折々の言葉 / 語り継ぐ経営
第214回 経営者が人格の幅を拡げるには(2)
前回の続きです。
人格を育てる方法
自分の体験です。違う人格を育てるのに以下のようなことをしました。
ある会社の経営を託された時に、経営の師匠と仰げる人が幸い近くにいました。
その人のやり方などの技法を学ぶ人が多くいましたが、私は、それには余り興味がありませんでした。その人の才能というか人格を学ぶ、盗む努力をし、お陰で私に備わっていない才能を沢山学ばせてもらいました。
しかも、その才能は自分が一番苦手とするものでした。

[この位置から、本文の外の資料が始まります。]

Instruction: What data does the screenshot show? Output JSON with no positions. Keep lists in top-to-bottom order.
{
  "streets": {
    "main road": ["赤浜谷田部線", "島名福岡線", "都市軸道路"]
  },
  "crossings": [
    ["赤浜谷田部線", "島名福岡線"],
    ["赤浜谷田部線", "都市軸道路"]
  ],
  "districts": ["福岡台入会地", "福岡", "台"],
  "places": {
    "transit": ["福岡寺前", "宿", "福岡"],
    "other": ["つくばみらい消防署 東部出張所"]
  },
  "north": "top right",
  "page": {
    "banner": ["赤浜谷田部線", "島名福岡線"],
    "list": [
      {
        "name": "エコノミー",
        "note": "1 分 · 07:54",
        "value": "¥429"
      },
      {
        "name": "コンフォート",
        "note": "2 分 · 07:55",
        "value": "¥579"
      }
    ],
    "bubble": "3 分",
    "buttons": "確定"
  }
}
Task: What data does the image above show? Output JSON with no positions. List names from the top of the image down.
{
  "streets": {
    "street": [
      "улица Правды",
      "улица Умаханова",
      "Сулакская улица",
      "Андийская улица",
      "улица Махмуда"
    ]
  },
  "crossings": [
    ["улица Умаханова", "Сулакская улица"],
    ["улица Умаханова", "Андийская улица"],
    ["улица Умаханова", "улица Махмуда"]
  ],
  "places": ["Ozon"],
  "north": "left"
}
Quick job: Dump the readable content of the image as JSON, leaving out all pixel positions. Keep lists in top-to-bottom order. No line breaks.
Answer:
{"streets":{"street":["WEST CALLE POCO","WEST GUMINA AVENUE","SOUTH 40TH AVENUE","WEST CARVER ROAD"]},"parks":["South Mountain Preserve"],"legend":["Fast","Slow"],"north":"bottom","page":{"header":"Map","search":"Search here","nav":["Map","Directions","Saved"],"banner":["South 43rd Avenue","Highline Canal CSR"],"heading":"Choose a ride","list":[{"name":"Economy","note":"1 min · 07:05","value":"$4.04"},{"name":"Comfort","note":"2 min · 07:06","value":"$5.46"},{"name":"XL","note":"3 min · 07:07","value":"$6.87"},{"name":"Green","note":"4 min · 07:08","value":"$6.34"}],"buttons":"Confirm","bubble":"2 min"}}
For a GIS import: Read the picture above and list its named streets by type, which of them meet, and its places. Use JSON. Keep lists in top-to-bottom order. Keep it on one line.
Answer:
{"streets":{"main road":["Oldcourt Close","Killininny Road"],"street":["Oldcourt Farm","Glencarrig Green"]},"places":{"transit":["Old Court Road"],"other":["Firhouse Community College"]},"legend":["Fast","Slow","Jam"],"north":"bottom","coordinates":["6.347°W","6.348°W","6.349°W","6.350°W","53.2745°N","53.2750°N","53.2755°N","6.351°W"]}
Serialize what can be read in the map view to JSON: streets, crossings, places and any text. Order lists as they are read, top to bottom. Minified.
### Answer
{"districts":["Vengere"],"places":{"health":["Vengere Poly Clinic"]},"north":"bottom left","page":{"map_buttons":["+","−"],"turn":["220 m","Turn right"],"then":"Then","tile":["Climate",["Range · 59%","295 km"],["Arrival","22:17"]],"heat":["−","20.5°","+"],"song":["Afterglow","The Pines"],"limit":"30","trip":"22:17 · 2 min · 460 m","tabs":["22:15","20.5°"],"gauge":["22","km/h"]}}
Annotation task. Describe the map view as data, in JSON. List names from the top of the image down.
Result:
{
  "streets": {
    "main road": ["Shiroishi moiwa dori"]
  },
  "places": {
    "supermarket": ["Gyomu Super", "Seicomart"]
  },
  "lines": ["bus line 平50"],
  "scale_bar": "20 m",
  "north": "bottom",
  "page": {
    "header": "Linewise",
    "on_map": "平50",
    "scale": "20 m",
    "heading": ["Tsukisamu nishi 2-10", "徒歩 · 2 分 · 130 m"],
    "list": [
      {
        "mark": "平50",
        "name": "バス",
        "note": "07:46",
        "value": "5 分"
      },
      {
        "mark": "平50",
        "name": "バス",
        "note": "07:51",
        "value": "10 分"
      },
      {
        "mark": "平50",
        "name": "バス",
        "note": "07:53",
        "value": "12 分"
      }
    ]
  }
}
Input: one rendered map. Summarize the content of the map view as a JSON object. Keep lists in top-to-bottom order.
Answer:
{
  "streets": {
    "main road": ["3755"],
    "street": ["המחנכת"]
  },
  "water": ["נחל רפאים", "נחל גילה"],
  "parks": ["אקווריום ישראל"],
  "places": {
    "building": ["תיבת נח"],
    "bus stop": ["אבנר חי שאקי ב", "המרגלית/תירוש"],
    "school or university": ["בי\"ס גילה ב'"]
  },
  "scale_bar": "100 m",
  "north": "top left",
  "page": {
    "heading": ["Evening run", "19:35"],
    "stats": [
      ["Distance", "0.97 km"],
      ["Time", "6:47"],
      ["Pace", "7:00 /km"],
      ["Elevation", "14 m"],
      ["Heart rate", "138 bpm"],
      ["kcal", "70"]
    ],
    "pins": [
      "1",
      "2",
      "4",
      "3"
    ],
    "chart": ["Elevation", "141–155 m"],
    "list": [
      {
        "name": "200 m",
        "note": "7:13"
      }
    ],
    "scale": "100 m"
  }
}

自分の性格に向いていないと勝手に判断していましたが、それでは経営者が勤まらないことを分かっていました。意外なことに、やっていくうちに自分の隠れた人格を育てることに成功しました。
人格を育てた効果
この結果、
第一に、人を見る見方の幅がうんと大きくなったように思います。部下の気持ちや相手の気持ちが分かるようになりました。今、経営コンサルタントとして経営者を指導していると、この新たな人格が大いに役立っています。
第二に、いろいろな人の状況や心境に合わせて、それに適した人格で対応できるようになりました。顧客にあって、瞬時に状況に合わせた自分の人格を引き出せるようになりました。
第三に、多重人格をマネジメントする努力をしていくうちに、自分自身の心の中の欲と言うかエゴを、少しく静かにみつめることが出来ようになりました。
瞑想の訓練とも関係があると思いますが、自分の心の中のエゴを「何とかしよう」とするのでなく「そういうエゴが心のどこかにあるのだ」と、第三者的に観察できる時もあります。
これが人格のマネジメントかもしれませんがこれを繰り返していくうちに、面白いことが起きました。
経営再建の始めの頃は、再建のために何とかしなければ自分が失敗経営者の烙印を押されると、どちらかといえば利己的に発想する人格の持ち主でした。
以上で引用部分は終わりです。